INSTRUCTIONS FOR THE TASK:
Please work out how many lines in the data below hold the word "body", and state only the number.

(Stored data)

* * * *

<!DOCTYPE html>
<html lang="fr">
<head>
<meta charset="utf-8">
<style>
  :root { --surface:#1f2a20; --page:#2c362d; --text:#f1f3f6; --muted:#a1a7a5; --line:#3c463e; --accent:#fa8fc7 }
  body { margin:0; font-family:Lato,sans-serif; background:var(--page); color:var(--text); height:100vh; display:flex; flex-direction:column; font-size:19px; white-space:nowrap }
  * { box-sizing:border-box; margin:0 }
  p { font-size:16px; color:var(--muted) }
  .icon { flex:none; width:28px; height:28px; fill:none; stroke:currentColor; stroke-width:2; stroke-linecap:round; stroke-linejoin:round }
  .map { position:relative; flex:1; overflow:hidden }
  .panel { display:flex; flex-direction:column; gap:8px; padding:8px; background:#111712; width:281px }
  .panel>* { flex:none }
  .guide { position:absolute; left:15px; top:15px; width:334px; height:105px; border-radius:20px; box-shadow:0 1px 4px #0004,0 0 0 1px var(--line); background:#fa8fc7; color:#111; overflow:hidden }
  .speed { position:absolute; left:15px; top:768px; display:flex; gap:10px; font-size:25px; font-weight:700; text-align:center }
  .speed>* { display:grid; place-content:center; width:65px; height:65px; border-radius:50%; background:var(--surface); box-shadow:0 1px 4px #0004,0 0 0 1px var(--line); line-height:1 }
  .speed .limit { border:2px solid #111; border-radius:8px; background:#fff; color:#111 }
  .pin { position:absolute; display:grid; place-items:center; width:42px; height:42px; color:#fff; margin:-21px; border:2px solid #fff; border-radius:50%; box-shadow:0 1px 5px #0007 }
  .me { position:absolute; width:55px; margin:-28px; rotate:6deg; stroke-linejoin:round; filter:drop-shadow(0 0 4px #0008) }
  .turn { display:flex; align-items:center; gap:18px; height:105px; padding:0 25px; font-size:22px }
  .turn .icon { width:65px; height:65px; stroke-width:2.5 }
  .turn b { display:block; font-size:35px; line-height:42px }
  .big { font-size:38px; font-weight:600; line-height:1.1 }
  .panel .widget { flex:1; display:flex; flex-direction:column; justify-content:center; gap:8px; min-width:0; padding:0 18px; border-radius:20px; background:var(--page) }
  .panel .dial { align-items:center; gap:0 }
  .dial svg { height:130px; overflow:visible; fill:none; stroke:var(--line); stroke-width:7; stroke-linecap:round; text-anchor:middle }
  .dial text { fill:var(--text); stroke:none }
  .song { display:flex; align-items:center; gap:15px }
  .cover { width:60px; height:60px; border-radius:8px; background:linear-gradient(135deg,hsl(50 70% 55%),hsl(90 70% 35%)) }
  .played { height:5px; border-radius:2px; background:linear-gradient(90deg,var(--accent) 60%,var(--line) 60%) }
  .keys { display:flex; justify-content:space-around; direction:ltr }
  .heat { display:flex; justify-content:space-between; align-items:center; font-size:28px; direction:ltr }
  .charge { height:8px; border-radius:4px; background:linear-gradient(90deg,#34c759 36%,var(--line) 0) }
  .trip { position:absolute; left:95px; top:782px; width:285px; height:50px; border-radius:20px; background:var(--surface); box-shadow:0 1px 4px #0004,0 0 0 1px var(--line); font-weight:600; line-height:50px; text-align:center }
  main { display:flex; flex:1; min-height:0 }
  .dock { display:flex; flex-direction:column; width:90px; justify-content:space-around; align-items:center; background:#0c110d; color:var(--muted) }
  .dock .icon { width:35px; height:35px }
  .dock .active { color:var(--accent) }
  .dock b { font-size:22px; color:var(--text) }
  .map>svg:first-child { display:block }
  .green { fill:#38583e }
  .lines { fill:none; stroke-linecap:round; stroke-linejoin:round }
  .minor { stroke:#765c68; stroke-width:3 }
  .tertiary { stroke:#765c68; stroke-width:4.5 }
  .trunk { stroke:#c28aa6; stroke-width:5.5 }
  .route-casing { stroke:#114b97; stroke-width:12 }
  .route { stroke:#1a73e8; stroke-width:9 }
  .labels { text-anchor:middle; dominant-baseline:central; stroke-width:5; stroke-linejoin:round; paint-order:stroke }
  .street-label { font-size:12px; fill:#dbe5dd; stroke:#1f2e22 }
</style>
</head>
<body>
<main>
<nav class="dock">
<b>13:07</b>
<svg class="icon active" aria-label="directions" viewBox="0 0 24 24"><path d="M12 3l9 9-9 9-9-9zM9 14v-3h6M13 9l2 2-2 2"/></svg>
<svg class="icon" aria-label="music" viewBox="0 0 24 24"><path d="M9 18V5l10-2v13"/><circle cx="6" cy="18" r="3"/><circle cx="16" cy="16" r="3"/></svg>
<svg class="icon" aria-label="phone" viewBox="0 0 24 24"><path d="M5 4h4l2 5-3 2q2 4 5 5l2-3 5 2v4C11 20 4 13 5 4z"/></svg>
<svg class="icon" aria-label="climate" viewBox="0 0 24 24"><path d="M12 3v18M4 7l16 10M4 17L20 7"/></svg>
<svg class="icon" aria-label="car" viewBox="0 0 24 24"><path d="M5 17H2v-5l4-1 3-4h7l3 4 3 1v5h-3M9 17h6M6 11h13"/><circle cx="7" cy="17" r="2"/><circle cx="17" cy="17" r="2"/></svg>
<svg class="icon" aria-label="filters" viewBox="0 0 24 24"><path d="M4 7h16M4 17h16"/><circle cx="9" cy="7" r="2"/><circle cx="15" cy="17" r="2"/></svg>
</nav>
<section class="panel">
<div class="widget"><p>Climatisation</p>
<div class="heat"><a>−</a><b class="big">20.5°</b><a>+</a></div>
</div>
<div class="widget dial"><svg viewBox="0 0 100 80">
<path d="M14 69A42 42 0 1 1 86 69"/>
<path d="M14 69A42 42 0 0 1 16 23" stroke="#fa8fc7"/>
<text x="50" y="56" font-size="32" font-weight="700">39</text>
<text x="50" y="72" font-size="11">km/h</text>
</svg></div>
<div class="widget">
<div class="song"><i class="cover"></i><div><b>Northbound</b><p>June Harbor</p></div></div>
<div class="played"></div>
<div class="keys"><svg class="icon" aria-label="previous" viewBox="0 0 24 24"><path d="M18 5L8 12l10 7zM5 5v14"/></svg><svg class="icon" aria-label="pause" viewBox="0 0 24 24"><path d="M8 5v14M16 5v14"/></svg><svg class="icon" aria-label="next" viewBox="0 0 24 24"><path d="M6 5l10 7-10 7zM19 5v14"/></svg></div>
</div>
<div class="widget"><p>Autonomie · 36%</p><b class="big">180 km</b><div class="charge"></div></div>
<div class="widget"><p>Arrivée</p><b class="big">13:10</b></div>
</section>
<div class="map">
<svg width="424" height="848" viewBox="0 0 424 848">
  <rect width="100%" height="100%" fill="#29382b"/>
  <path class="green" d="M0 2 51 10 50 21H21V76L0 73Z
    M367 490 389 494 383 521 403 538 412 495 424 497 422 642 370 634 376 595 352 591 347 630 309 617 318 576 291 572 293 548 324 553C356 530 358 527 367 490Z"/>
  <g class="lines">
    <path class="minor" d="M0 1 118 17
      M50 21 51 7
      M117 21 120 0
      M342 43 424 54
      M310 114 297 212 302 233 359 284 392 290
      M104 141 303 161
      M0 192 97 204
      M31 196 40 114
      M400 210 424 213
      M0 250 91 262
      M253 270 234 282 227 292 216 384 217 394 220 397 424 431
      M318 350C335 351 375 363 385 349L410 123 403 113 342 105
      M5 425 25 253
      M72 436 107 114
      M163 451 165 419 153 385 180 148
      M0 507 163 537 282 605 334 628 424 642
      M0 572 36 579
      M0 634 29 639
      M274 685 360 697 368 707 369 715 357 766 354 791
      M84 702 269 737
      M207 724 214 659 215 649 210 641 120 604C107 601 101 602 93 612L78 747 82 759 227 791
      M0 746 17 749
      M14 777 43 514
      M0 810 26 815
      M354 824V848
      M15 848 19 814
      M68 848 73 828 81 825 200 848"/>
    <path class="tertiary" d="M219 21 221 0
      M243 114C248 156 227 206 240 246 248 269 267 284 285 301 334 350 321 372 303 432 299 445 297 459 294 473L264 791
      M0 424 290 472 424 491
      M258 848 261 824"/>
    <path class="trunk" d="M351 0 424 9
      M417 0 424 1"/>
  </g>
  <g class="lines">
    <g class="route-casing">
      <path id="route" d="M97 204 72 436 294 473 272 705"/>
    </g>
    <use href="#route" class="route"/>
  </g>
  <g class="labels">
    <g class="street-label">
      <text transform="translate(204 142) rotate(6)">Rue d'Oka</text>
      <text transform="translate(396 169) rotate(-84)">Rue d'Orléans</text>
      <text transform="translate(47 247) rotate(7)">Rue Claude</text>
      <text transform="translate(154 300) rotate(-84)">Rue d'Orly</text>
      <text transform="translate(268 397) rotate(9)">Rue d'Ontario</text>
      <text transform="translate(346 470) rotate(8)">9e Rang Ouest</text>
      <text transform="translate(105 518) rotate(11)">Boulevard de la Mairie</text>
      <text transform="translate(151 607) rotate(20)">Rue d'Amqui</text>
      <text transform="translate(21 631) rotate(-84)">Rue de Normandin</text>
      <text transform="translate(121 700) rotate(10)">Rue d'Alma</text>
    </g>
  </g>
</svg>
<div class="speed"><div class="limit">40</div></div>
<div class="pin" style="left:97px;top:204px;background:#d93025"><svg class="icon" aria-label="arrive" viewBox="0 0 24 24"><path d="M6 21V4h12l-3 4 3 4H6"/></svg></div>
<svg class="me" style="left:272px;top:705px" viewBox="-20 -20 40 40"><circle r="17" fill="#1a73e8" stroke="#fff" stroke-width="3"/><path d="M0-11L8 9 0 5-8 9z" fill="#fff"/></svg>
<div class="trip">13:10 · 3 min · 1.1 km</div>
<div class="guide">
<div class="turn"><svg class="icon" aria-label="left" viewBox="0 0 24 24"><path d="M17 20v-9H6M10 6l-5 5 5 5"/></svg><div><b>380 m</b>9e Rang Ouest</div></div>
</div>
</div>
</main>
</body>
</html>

* * * *

RESPONSE BOX:
3